5. Re-rank Model Top K Results

This parameter sets the number of top results to be re-ranked using the selected re-rank model. Specify the number of top results to be re-ranked. This helps in applying the re-rank model to a subset of the initial results for detailed analysis.

6. Get Chunk

The Get Chunk will initiates the retrieval and ranking process based on the provided parameters. Click to retrieve and display the relevant chunks based on the search query and specified parameters.
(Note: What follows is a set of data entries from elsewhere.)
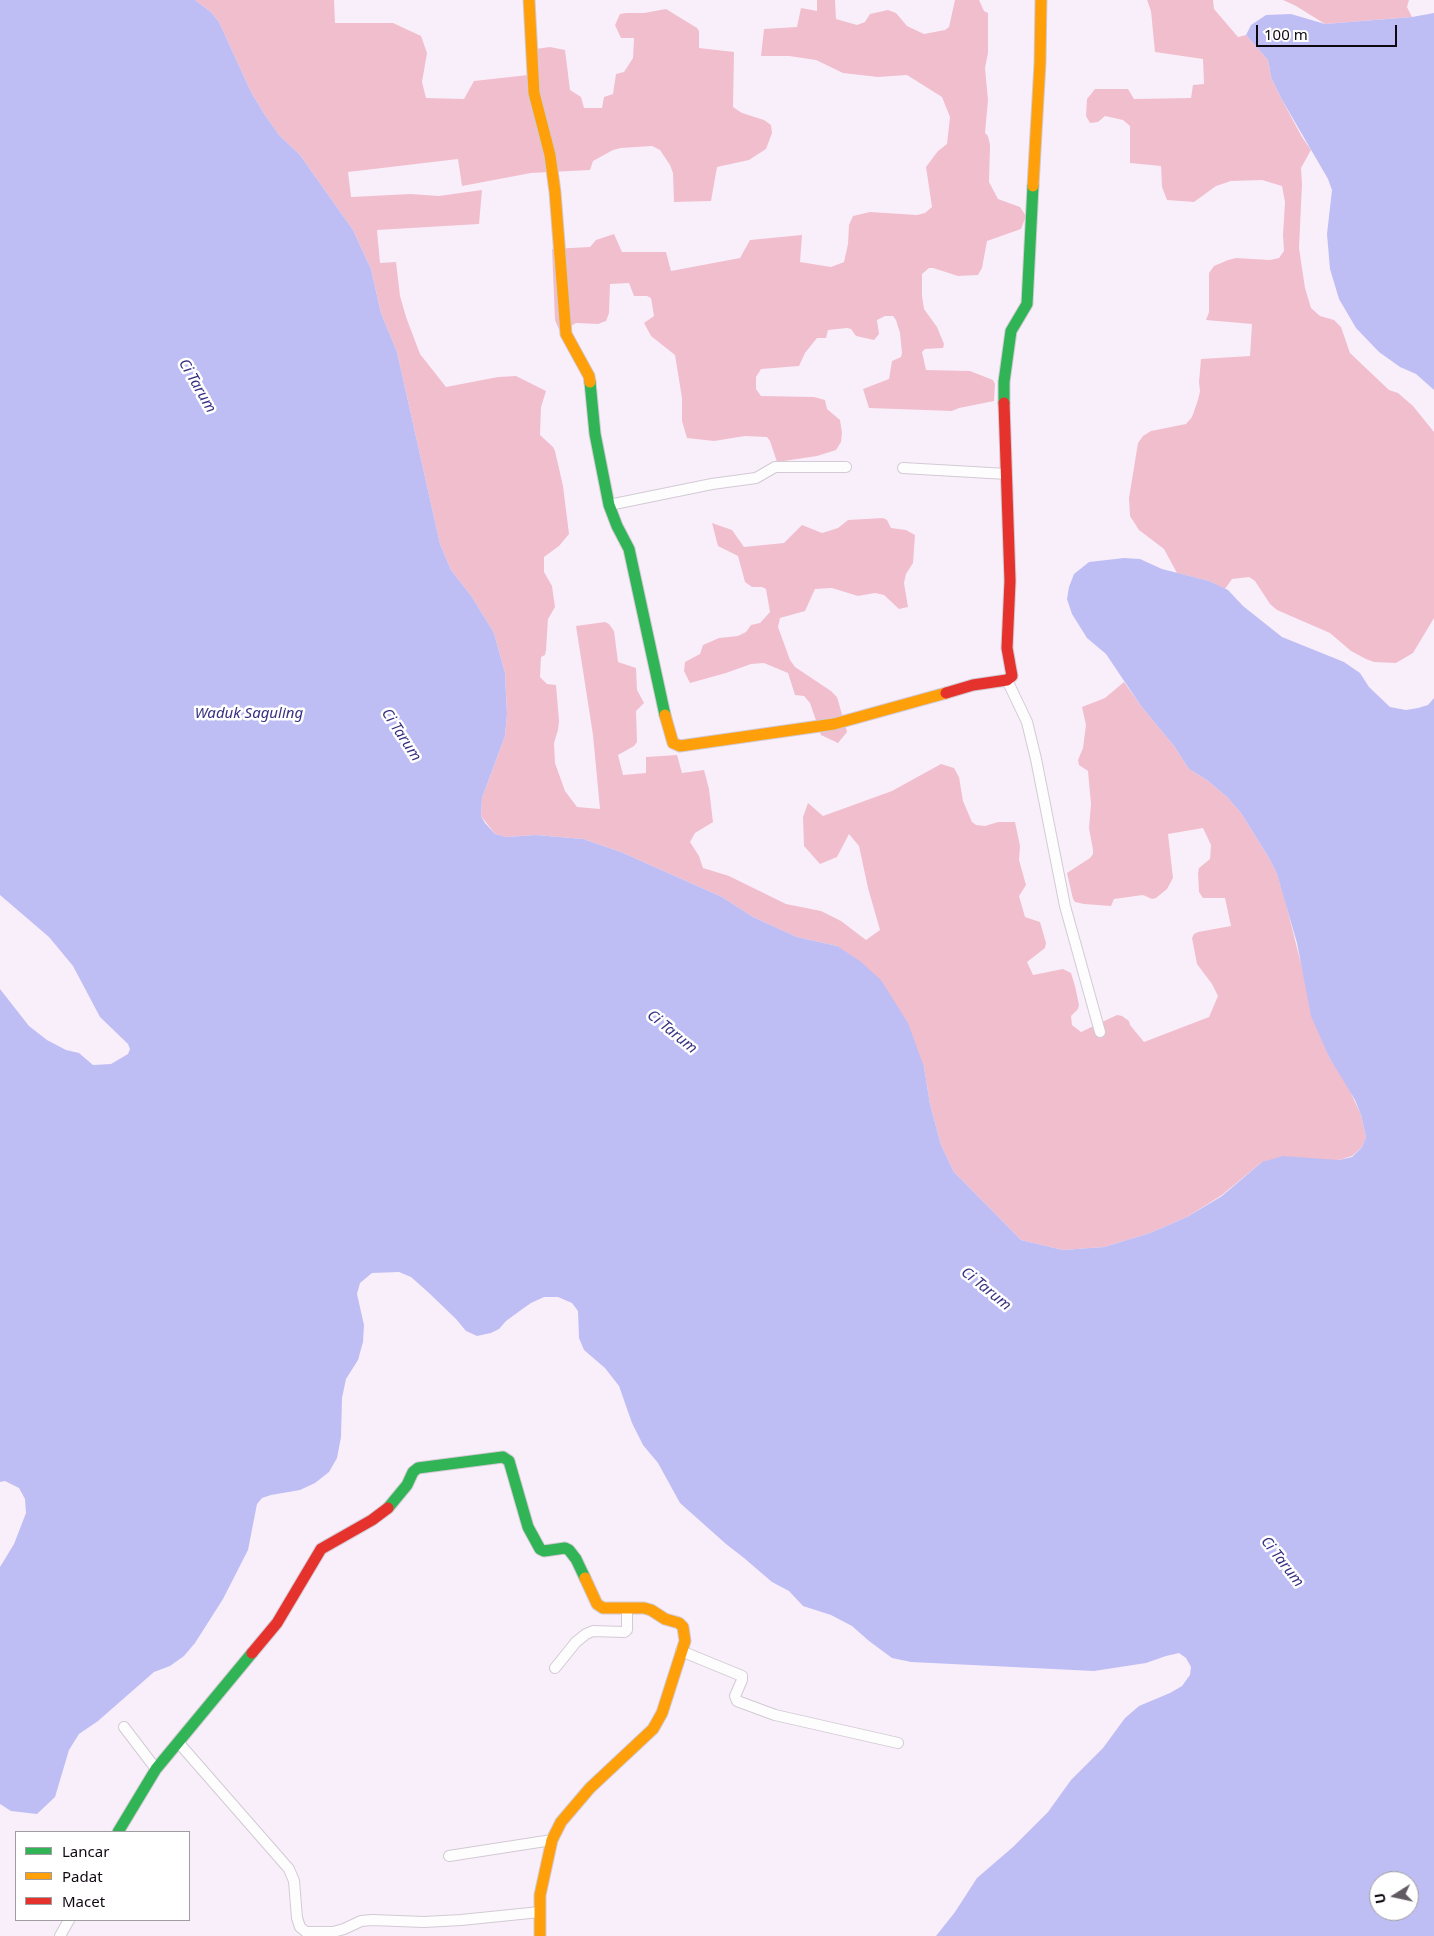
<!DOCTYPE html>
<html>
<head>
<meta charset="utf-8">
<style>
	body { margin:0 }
	#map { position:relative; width:1434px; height:1936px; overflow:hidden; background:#f9effa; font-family:"Noto Sans",sans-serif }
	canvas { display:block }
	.legend { position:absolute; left:15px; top:1831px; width:175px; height:90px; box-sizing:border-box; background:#fff; border:1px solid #9f9da0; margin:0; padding:6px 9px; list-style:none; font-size:15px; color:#100911 }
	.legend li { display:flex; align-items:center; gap:10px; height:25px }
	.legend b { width:25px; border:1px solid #9f9da0 }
	.north { position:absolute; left:1369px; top:1871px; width:50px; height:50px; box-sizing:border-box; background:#fff; border:1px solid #9f9da0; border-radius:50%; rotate:260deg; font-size:14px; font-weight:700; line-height:20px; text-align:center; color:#100911 }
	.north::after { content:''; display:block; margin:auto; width:18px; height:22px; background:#625a63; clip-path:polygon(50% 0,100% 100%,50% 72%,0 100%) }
	.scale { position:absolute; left:1256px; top:25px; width:141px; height:22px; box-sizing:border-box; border:2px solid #100911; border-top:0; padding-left:6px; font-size:15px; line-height:18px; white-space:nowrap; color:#100911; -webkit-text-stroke:4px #fff; paint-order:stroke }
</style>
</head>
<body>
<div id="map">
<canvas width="1434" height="1936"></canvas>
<ul class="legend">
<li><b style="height:6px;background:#30b455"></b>Lancar</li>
<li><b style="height:6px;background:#ff9f0a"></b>Padat</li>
<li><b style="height:6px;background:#e5322d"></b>Macet</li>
</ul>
<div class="north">U</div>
<div class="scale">100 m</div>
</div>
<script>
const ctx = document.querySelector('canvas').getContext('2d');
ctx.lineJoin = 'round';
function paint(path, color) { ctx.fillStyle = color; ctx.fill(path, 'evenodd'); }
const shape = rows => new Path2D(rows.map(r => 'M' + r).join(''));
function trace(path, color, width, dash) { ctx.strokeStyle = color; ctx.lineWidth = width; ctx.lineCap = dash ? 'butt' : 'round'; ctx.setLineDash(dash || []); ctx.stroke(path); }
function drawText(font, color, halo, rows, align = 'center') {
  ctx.font = font + ' "Noto Sans",sans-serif'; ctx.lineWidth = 5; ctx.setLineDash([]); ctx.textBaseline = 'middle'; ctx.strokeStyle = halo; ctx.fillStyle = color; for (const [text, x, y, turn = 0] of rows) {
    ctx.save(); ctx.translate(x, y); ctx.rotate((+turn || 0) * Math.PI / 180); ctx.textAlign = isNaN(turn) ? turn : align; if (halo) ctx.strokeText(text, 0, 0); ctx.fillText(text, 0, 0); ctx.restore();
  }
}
const forest = shape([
	[195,0,334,0,335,23,393,23,421,36,427,53,422,82,426,98,464,99,474,81,537,74,535,49,550,47,565,50,570,90,581,97,584,108,602,108,604,97,613,94,616,74,624,72,633,58,634,38,621,38,615,25,620,14,626,13,644,13,666,9,697,28,699,31,699,48,734,52,733,107,742,113,764,120,771,125,772,133,766,149,749,160,717,167,711,201,674,202,673,173,670,165,660,150,652,146,621,148,613,150,593,161,590,170,531,173,462,186,458,159,348,172,351,197,411,194,439,196,482,190,479,224,377,230,380,263,396,262,400,296,406,317,420,354,446,387,498,377,516,376,546,391,541,407,540,435,553,447,555,451,563,486,569,534,559,546,544,557,544,572,552,586,555,607,548,619,546,650,545,655,541,657,540,677,547,684,556,685,559,721,558,730,554,743,555,763,565,791,577,807,600,809,593,735,576,626,605,622,609,624,614,631,618,662,636,668,637,690,644,703,636,711,637,742,634,746,618,755,623,775,646,773,646,757,677,755,682,773,704,770,709,789,713,822,695,833,690,842,699,856,703,868,729,876,786,904,821,911,841,921,866,940,880,930,868,888,859,846,849,834,837,857,820,864,804,846,803,817,808,803,823,816,892,791,941,764,954,768,959,777,963,801,972,822,976,825,985,826,998,822,1015,822,1020,846,1019,860,1026,885,1019,896,1025,917,1040,922,1046,943,1045,948,1027,962,1033,975,1063,969,1071,973,1075,986,1079,1005,1078,1009,1071,1016,1072,1025,1081,1032,1117,1015,1122,1016,1129,1021,1130,1025,1144,1042,1209,1017,1218,996,1212,984,1197,964,1192,938,1194,934,1198,932,1231,926,1225,898,1203,898,1199,892,1198,873,1199,868,1210,859,1211,845,1203,828,1168,834,1173,878,1167,889,1156,898,1152,899,1143,895,1114,899,1111,906,1084,904,1075,902,1073,899,1067,873,1090,858,1093,854,1093,850,1089,828,1091,804,1088,771,1079,765,1078,760,1083,748,1086,725,1082,707,1105,698,1124,682,1141,706,1174,746,1189,769,1207,780,1227,797,1241,813,1269,858,1277,874,1285,900,1300,960,1329,1057,1345,1080,1361,1115,1366,1137,1362,1147,1352,1156,1339,1160,1262,1162,1222,1195,1187,1217,1150,1233,1104,1247,1063,1250,1021,1240,954,1172,941,1145,930,1104,924,1067,837,946,797,937,753,917,722,897,621,852,583,839,536,835,506,837,495,834,481,816,482,798,505,736,507,714,505,673,494,633,472,597,451,570,440,544,397,352,381,313,371,269,353,230,300,155,279,135,265,115,251,92,219,22,211,12],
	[817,0,835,0,836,19,857,25,865,22,870,14,888,10,896,13,907,26,924,34,945,30,949,27,955,0,979,0,984,11,988,13,988,53,985,68,988,100,985,133,988,136,990,145,989,182,998,199,1020,207,1026,216,1021,229,987,241,982,268,978,275,958,276,933,268,929,268,922,274,922,296,924,309,937,327,944,344,943,348,925,349,922,352,926,370,970,371,993,380,995,384,994,401,959,408,952,411,869,408,863,389,889,379,892,361,901,357,902,353,900,333,896,320,893,316,885,316,877,320,879,334,874,340,856,336,851,329,847,328,828,330,826,338,817,338,805,353,799,366,761,369,756,377,756,389,761,396,814,397,825,400,827,409,840,420,842,433,841,442,836,450,817,456,777,462,770,441,767,437,745,436,714,441,687,438,682,421,682,398,675,355,651,336,644,323,654,316,651,298,647,296,634,296,629,283,610,284,609,313,606,321,598,324,576,323,560,332,555,320,552,249,590,247,596,240,614,234,622,252,666,252,671,271,740,258,750,240,802,235,800,262,831,267,844,262,848,244,849,225,853,216,870,212,917,215,925,213,932,207,926,167,938,151,947,144,950,117,942,97,907,75,878,77,843,73,816,60,789,56,761,56,764,29,797,27,801,8,817,11],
	[1147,0,1213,0,1214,9,1238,37,1246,35,1268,60,1271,77,1281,98,1302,137,1311,150,1301,168,1302,184,1299,248,1305,288,1311,308,1320,316,1334,320,1341,327,1350,353,1389,390,1398,393,1413,406,1434,432,1434,618,1413,653,1396,663,1374,662,1366,659,1351,651,1330,633,1277,610,1270,604,1255,581,1249,577,1232,579,1225,589,1209,581,1177,573,1164,549,1139,530,1130,516,1129,498,1138,443,1143,436,1151,431,1186,424,1192,417,1198,400,1200,391,1199,382,1201,359,1250,356,1252,324,1206,320,1209,312,1209,273,1214,266,1228,260,1236,258,1270,260,1279,258,1284,251,1283,235,1285,202,1282,186,1262,180,1231,181,1216,186,1194,202,1167,200,1162,187,1161,166,1130,163,1130,126,1123,120,1105,116,1098,122,1090,123,1086,116,1087,99,1095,89,1128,89,1134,99,1191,98,1193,85,1204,84,1203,59,1155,52,1151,11],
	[1283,0,1409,0,1407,7,1412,17,1325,24,1296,6],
	[883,518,887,520,891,528,906,530,915,535,913,563,906,574,904,583,908,607,899,609,884,595,875,593,858,596,832,588,815,589,805,611,780,618,778,627,790,660,795,667,831,691,837,697,847,732,838,743,821,735,810,703,804,696,795,695,788,673,764,663,751,664,726,673,690,683,684,671,685,662,700,654,703,645,719,638,738,636,746,632,751,625,760,623,770,612,766,589,762,587,752,587,745,582,738,556,718,546,712,523,732,530,744,547,784,543,802,525,822,533,838,528,848,520]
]);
const water = shape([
	[0,0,195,0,211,12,219,22,251,92,265,115,279,135,300,155,353,230,371,269,381,313,397,352,440,544,451,570,472,597,494,633,505,673,507,714,505,736,482,798,481,816,485,823,495,834,506,837,536,835,583,839,621,852,722,897,753,917,797,937,837,946,860,961,881,980,908,1023,924,1067,930,1104,941,1145,954,1172,1021,1240,1063,1250,1104,1247,1150,1233,1187,1217,1222,1196,1262,1162,1283,1156,1339,1160,1352,1157,1362,1147,1366,1137,1361,1115,1355,1100,1329,1057,1311,1016,1297,943,1277,874,1269,858,1241,813,1227,797,1207,780,1189,769,1174,746,1141,706,1106,654,1087,638,1072,614,1067,599,1069,587,1074,574,1089,562,1124,558,1140,559,1162,569,1209,581,1228,590,1243,606,1282,637,1344,662,1360,673,1369,687,1390,707,1406,710,1418,708,1428,705,1434,698,1434,1936,936,1936,955,1912,977,1878,1013,1847,1048,1812,1071,1780,1103,1748,1125,1718,1139,1706,1170,1693,1182,1686,1190,1675,1191,1667,1186,1658,1179,1653,1166,1656,1146,1663,1094,1671,911,1662,892,1658,869,1641,852,1626,831,1615,803,1606,789,1591,772,1582,744,1558,726,1544,680,1503,658,1463,643,1445,632,1423,619,1386,605,1368,584,1350,579,1338,578,1311,572,1303,558,1297,544,1297,531,1303,521,1310,506,1321,499,1329,491,1333,477,1336,466,1331,456,1319,429,1293,411,1277,399,1272,372,1273,360,1283,357,1294,364,1325,363,1342,358,1360,346,1379,342,1398,341,1437,337,1458,329,1472,315,1483,300,1490,271,1495,262,1498,257,1504,248,1550,223,1599,195,1643,184,1656,170,1666,154,1672,98,1721,79,1734,69,1750,55,1797,37,1814,11,1811,0,1804,0,1567,14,1544,26,1513,25,1499,19,1488,5,1481,0,1482,0,989,29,1026,47,1040,66,1050,79,1053,93,1065,111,1064,128,1054,130,1049,128,1044,100,1017,73,966,49,937,0,895],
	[1379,1881,1409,1881,1409,1911,1379,1911],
	[1434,13,1434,390,1416,374,1400,367,1379,352,1356,328,1339,299,1330,269,1327,234,1332,190,1328,179,1281,98,1271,77,1268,60,1246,35,1251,25,1266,15,1291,14,1325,24,1412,17]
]);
const street = shape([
	[903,468,1007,474],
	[609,505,712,484,756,478,775,467,846,467],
	[1007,680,1027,722,1036,759,1065,906,1100,1032],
	[681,1651,742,1676,742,1680,735,1696,737,1701,775,1715,898,1743],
	[555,1668,576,1642,586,1634,593,1631,624,1632,627,1630,627,1608],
	[124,1727,156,1769],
	[178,1742,289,1869,294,1881,297,1918,300,1927,306,1932,333,1932,344,1929,361,1921,372,1920,424,1922,461,1920,540,1912],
	[449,1856,552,1840],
	[60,1936,69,1920]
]);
const fast = shape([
	[590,382,595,434,609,505,617,526,629,549,665,715],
	[1004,403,1004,382,1011,331,1027,304,1033,186],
	[388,1508,407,1485,413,1472,418,1468,503,1457,509,1461,528,1527,540,1549,544,1551,565,1548,569,1550,576,1559,585,1578],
	[118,1832,156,1769,252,1653]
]);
const slow = shape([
	[529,0,534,93,550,155,555,192,566,334,589,376,590,382],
	[1033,186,1040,63,1041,0],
	[665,715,673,743,680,746,834,724,946,693],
	[540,1936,540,1895,552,1840,561,1822,590,1788,653,1729,662,1713,685,1641,683,1627,679,1623,665,1619,651,1610,644,1608,603,1608,597,1604,585,1578]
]);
const jam = shape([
	[946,693,973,685,1007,680,1012,676,1007,648,1010,581,1004,403],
	[252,1653,277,1623,321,1549,372,1520,388,1508]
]);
const waterNames = [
	["Ci Tarum",197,386,60],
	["Waduk Saguling",249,714],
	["Ci Tarum",401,735,57],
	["Ci Tarum",672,1032,39],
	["Ci Tarum",986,1289,39],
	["Ci Tarum",1282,1562,52]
];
paint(forest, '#f1bece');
paint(water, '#bfbef4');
trace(street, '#d2cad4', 12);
trace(fast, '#d2cad4', 13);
trace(slow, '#d2cad4', 13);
trace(jam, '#d2cad4', 13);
trace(street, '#fefdfe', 10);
trace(fast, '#30b455', 11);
trace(slow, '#ff9f0a', 11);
trace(jam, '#e5322d', 11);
drawText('italic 15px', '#373082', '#fff', waterNames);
</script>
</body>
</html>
Steps to Use Retrieval Testing

  1. Enter the Search Query: In the search query field, type the text you want to search for in the Knowledge Base.
  2. Set the Similarity Threshold: Adjust the similarity threshold to define the minimum relevance score for chunks to be considered.
  3. Define Top K Results: Specify the number of top results to retrieve based on the initial similarity score.
  4. Select Re-rank Model: Choose a re-rank model from the dropdown menu to further refine the ranking of the retrieved chunks.
  5. Set Re-rank Model Top K Results: Define the number of top results to be re-ranked using the selected model.
  6. Click the Get Chunk Button: Initiate the retrieval process to display the relevant chunks based on the specified parameters.

Example

  1. Search Query: "AI in healthcare"
  2. Similarity Threshold: 0.8
  3. Top K Results: 10
  4. Re-rank Model: BERT Re-ranker
  5. Re-rank Model Top K Results: 5
  6. Get Chunk Button: Click to retrieve the chunks

This will return the top 10 chunks with a similarity score of at least 0.8 to the search query "AI in healthcare," re-rank the top 5 using the BERT Re-ranker, and display the results.

By using the Retrieval Testing module effectively, users can fine-tune the search and retrieval process, ensuring that the most relevant information is surfaced and ranked appropriately.